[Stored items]
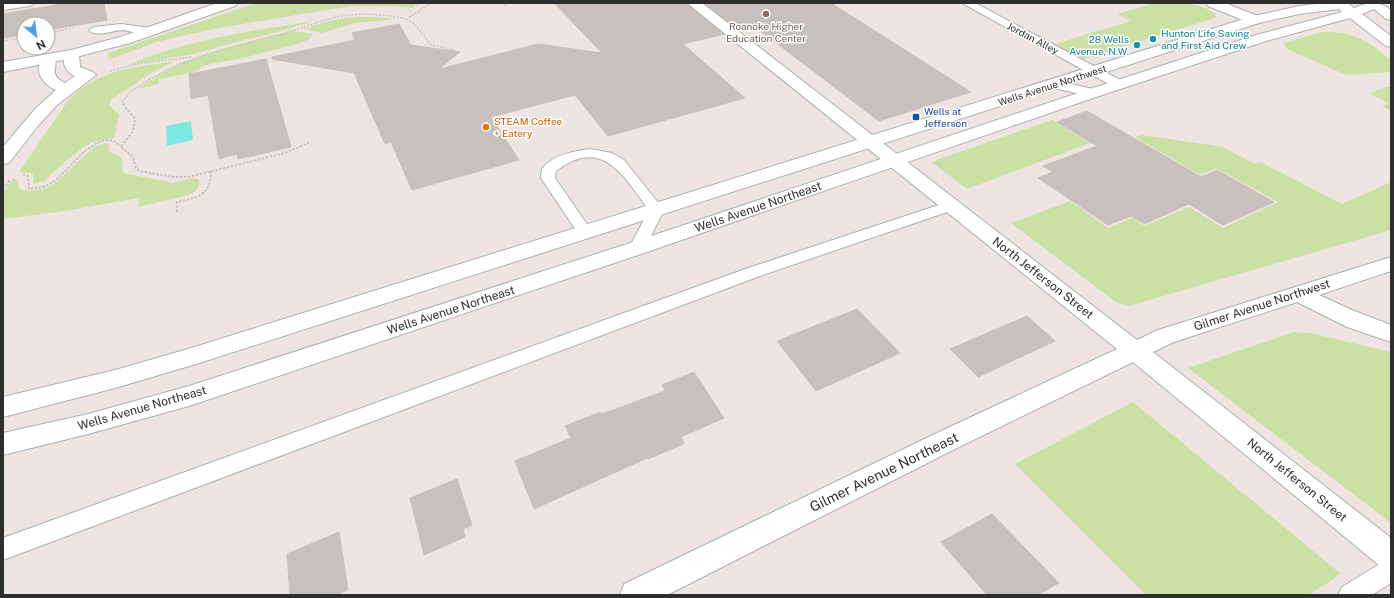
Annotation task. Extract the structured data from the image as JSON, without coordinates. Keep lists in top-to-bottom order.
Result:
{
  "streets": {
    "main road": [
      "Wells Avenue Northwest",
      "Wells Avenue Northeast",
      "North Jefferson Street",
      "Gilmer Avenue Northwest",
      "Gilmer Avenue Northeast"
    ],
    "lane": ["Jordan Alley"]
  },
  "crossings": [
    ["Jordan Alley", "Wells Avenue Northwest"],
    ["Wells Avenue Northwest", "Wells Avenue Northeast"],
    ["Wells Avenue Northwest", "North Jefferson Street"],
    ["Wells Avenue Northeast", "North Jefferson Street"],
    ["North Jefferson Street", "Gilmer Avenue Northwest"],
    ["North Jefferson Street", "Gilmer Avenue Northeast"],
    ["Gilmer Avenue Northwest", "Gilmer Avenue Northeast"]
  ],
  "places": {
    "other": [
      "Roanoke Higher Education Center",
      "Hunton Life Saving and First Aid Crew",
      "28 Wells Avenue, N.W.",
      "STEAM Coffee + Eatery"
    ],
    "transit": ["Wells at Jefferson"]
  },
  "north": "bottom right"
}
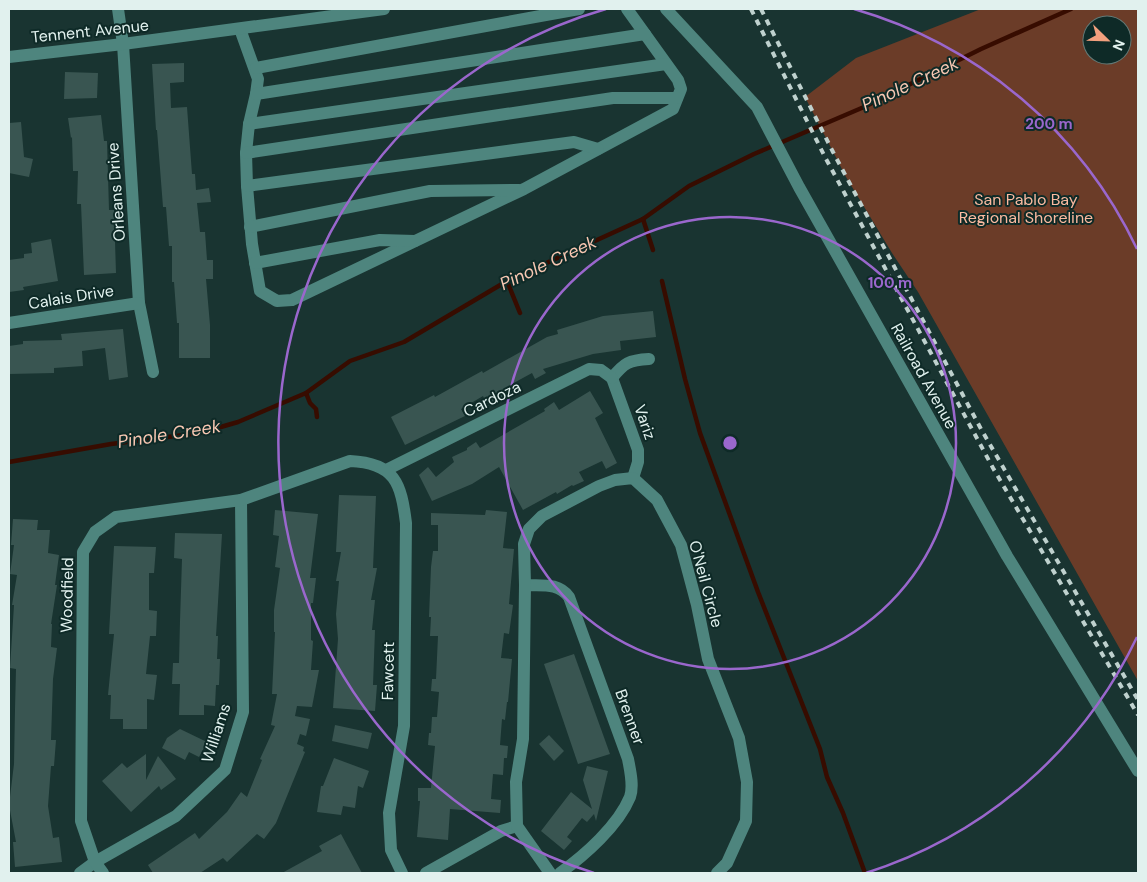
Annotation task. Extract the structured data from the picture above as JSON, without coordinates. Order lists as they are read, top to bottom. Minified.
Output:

▶ Goal of the exercise: Copy every line of the data that carries the word "structured".

▶ Task output:
Annotation task. Extract the structured data from the image as JSON, without coordinates. Keep lists in top-to-bottom order.
Annotation task. Extract the structured data from the picture above as JSON, without coordinates. Order lists as they are read, top to bottom. Minified.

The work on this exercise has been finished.